For every job men do, they have a machine that does it for them.
There are machines for digging a hole, nailing, screwing, sawing,
cutting trees, trimming bushes, you name it. Yet, we're still
pushing a broom and mop around the kitchen floor. We're still
folding every article of clothing in the house. We're still manually
removing dust from our furniture. We're still digging crumbs out
from beneath our sofa cushions.
What we need is some women on the R & D team.
Unfortunately, most of us are too busy sweeping, mopping, folding
and dusting to have any time for tinkering. It's a Catch-22.

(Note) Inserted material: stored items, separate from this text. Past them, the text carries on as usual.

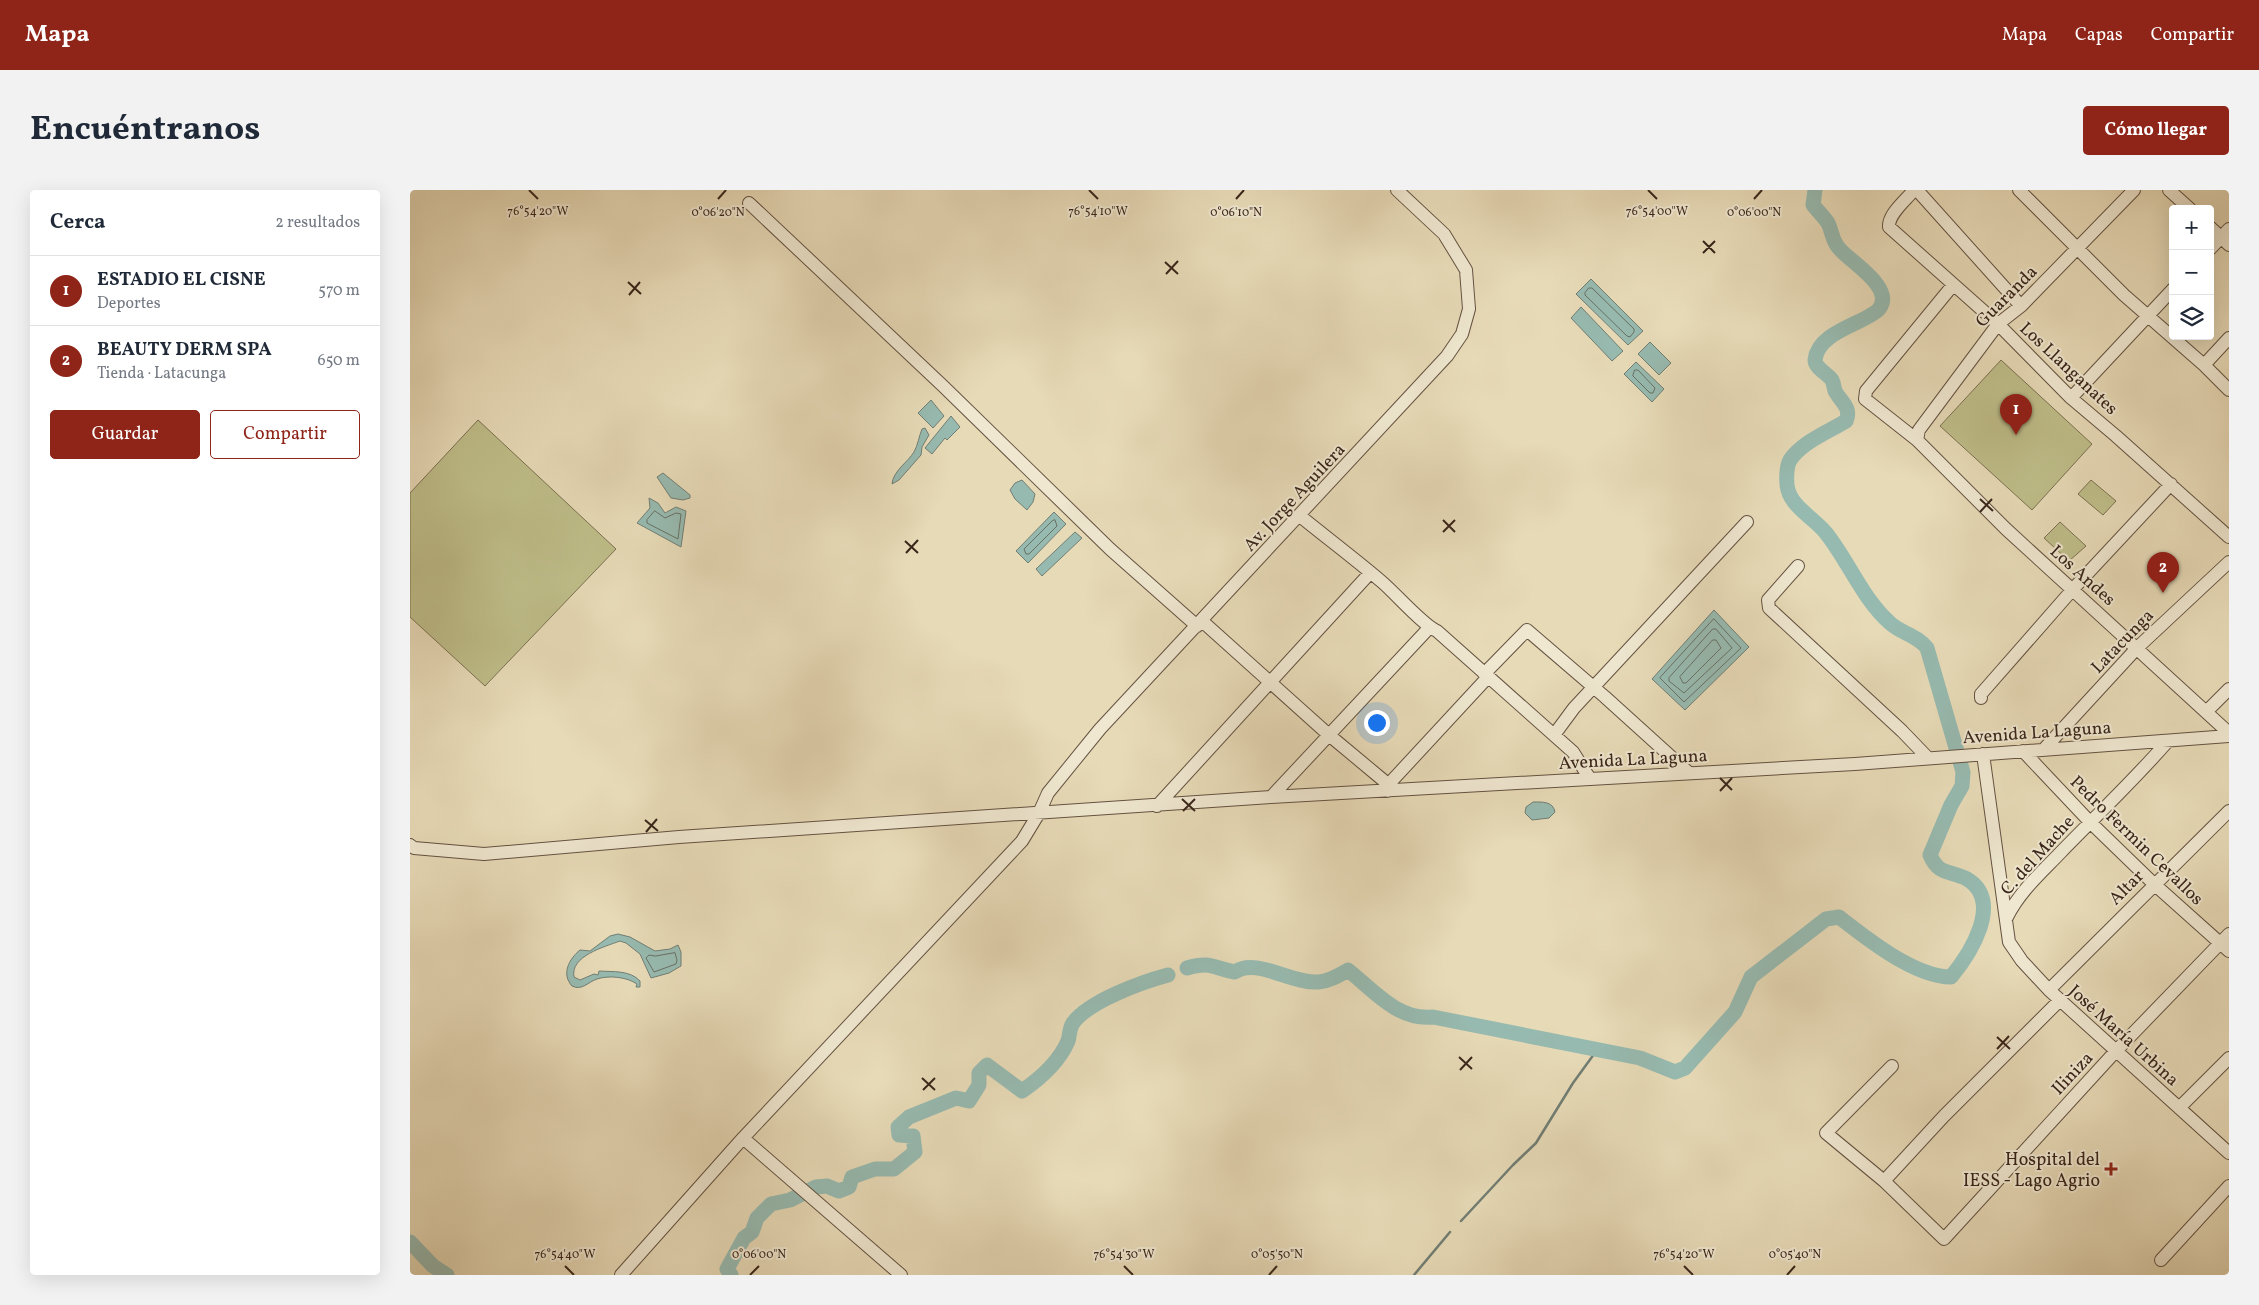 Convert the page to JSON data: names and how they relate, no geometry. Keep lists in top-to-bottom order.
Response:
{
  "streets": {
    "street": [
      "Guaranda",
      "Los Llanganates",
      "Av. Jorge Aguilera",
      "Los Andes",
      "Latacunga",
      "Avenida La Laguna",
      "Pedro Fermin Cevallos",
      "C. del Mache",
      "Altar",
      "José María Urbina",
      "Iliniza"
    ]
  },
  "crossings": [
    ["Guaranda", "Los Llanganates"],
    ["Guaranda", "Los Andes"],
    ["Los Llanganates", "Los Andes"],
    ["Av. Jorge Aguilera", "Avenida La Laguna"],
    ["Los Andes", "Latacunga"],
    ["Los Andes", "Avenida La Laguna"],
    ["Latacunga", "Avenida La Laguna"],
    ["Avenida La Laguna", "Pedro Fermin Cevallos"],
    ["Avenida La Laguna", "C. del Mache"],
    ["Pedro Fermin Cevallos", "C. del Mache"],
    ["Pedro Fermin Cevallos", "Altar"],
    ["Pedro Fermin Cevallos", "Iliniza"],
    ["C. del Mache", "José María Urbina"],
    ["Altar", "José María Urbina"],
    ["José María Urbina", "Iliniza"]
  ],
  "places": {
    "health": ["Hospital del IESS - Lago Agrio"]
  },
  "page": {
    "header": "Mapa",
    "nav": ["Mapa", "Capas", "Compartir"],
    "title": "Encuéntranos",
    "buttons": [
      "Cómo llegar",
      ["Guardar", "Compartir"]
    ],
    "heading": ["Cerca", "2 resultados"],
    "map_buttons": ["+", "−"],
    "list": [
      {
        "mark": "1",
        "name": "ESTADIO EL CISNE",
        "note": "Deportes",
        "value": "570 m"
      },
      {
        "mark": "2",
        "name": "BEAUTY DERM SPA",
        "note": "Tienda · Latacunga",
        "value": "650 m"
      }
    ],
    "pins": ["1", "2"]
  },
  "coordinates": [
    "76°54'20\"W",
    "76°54'10\"W",
    "76°54'00\"W",
    "0°06'20\"N",
    "0°06'10\"N",
    "0°06'00\"N",
    "0°05'50\"N",
    "0°05'40\"N",
    "76°54'40\"W",
    "76°54'30\"W"
  ]
}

My husband seems to have plenty of time for tinkering, as well as
channel surfing and exploring the Internet. He has never invented a
miracle machine to make household chores any easier. In fact, he is
the chief producer of many of the things I have to pick up every
day.
However, as he was wandering around the Internet the other day,
he discovered that we have 200,000 frequent flier miles: enough for
a trip to Hawaii for all of us.
While I swept the kitchen floor for the bazillionth time, he did
the research, which, in all honesty, took much longer than sweeping
the floor. While I folded a mountain of laundry, he booked our
tickets. While I wiped spots off bathroom faucets, he reserved a
small house on the beach for us.
He has not quite achieved the "Do My Work for Me Award" like my
beloved dishwasher, but having tickets to Hawaii does feel a lot
like "Let me take it from here, so you can go relax."
[By LAURA SNYDER]
Laura Snyder is a nationally syndicated columnist,
author and speaker. You can reach her at
lsnyder@lauraonlife.com
or visit www.lauraonlife.com
for more info.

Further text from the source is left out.